If we’re on the brink of losing our minds as Moms, we’re susceptible to reacting in a way that is definitely unproductive, and potentially harmful. If we’re not willing or able to tend to our own needs, and unable to give to ourselves, we risk losing the farm. This, I know for sure. I learned this one the hard way. I will now put away my soap box. Here’s something to think about.

Related: Self Care

When things go “south” at home, you have two fundamental choices. You can choose to react – or to respond. What’s the difference? A reaction is “knee-jerk,” and occurs without mindfulness. It’s an action that originates from the meaning we assign to the situation; we’ve been “hooked” … triggered … successfully. A response is the opposite. It is an action that has been chosen by us; it has the bigger picture at its core. It can be anything from walking away or ignoring, to smiling sweetly and saying,“I know you’ll do it tomorrow, darling.” A response comes from a place of empowerment, rather than victimization.

How does one go about shifting from reacting to responding?

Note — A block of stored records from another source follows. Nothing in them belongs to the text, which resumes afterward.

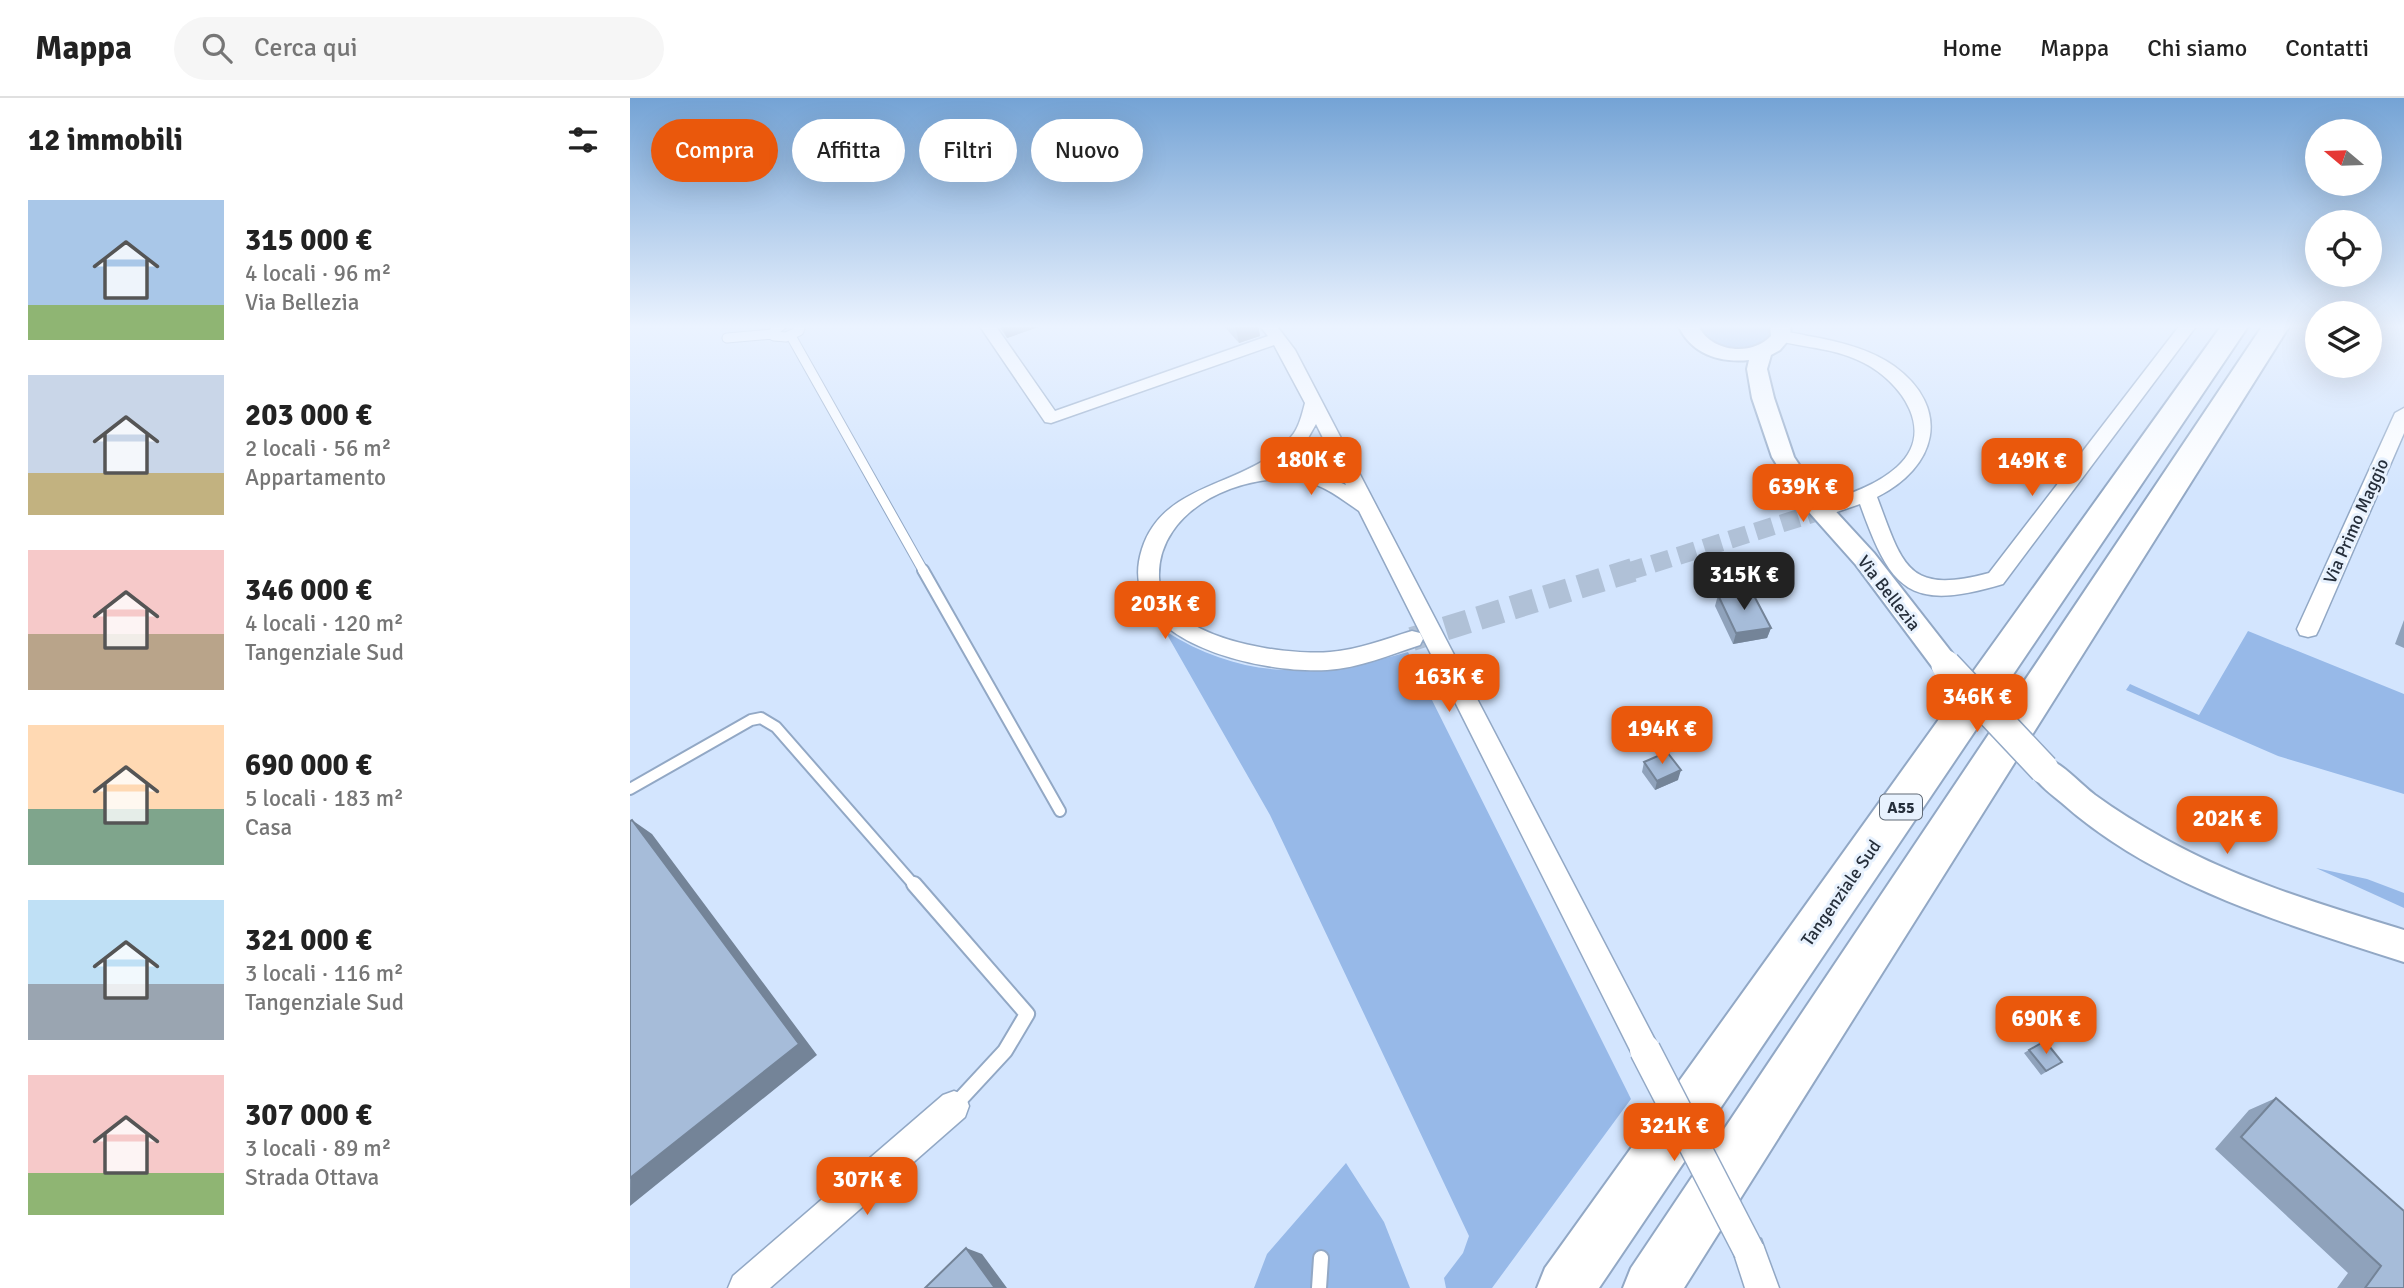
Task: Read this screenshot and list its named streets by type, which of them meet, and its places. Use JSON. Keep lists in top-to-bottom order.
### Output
{
  "streets": {
    "highway": ["A55", "Tangenziale Sud"],
    "street": ["Via Primo Maggio", "Via Bellezia"]
  },
  "north": "left",
  "page": {
    "header": "Mappa",
    "search": "Cerca qui",
    "nav": [
      "Home",
      "Mappa",
      "Chi siamo",
      "Contatti"
    ],
    "heading": "12 immobili",
    "chip": [
      "Compra",
      "Affitta",
      "Filtri",
      "Nuovo"
    ],
    "list": [
      {
        "name": "315 000 €",
        "note": "4 locali · 96 m² · Via Bellezia"
      },
      {
        "name": "203 000 €",
        "note": "2 locali · 56 m² · Appartamento"
      },
      {
        "name": "346 000 €",
        "note": "4 locali · 120 m² · Tangenziale Sud"
      },
      {
        "name": "690 000 €",
        "note": "5 locali · 183 m² · Casa"
      },
      {
        "name": "321 000 €",
        "note": "3 locali · 116 m² · Tangenziale Sud"
      },
      {
        "name": "307 000 €",
        "note": "3 locali · 89 m² · Strada Ottava"
      }
    ],
    "price": [
      "180K €",
      "149K €",
      "639K €",
      "315K €",
      "203K €",
      "163K €",
      "346K €",
      "194K €",
      "202K €",
      "690K €",
      "321K €",
      "307K €"
    ]
  }
}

It won’t happen overnight. It begins with baby steps, and self awareness. Every small action taken from a place of mindfulness is a step in the right direction – as long as we have a course, and a destination in mind. The most astonishing feats accomplished by humans also began with baby steps! As parents of children with exeptionalities, our lives are as rich with possibility as any. Our goals may be different in some cases, it’s true. However, if we don’t start by taking baby steps in the direction of our dreams, we’ll never get there – it’s a given.

I often think back to one of my favourite kid’s movie, Finding Nemo. As Nemo’s father, Marlin, panics about something happening to Nemo, Dory says, “You can’t never let anything happen to him. Then NOTHING would ever happen to him!” If we don’t let go of our fears and take some kind of positive action, well… you know.

Our lives may be more challenging than many, but as individuals, we are never without choice. We can choose to react, or to respond. We can choose our thoughts – and our actions. How can you get the ball in motion? You can begin by acknowledging that you have the power to create change; and by knowing what you want – for yourself and for your family – and by taking one baby step at a time. Or if you’d prefer, just keep swimming.

Can I be of service? 

The goal of my coaching is to help ASD Moms live a more empowered life, by improving their physical and emotional wellbeing. I can’t think of a better cause to get behind. Can you? Your family needs you to be the best you can be. 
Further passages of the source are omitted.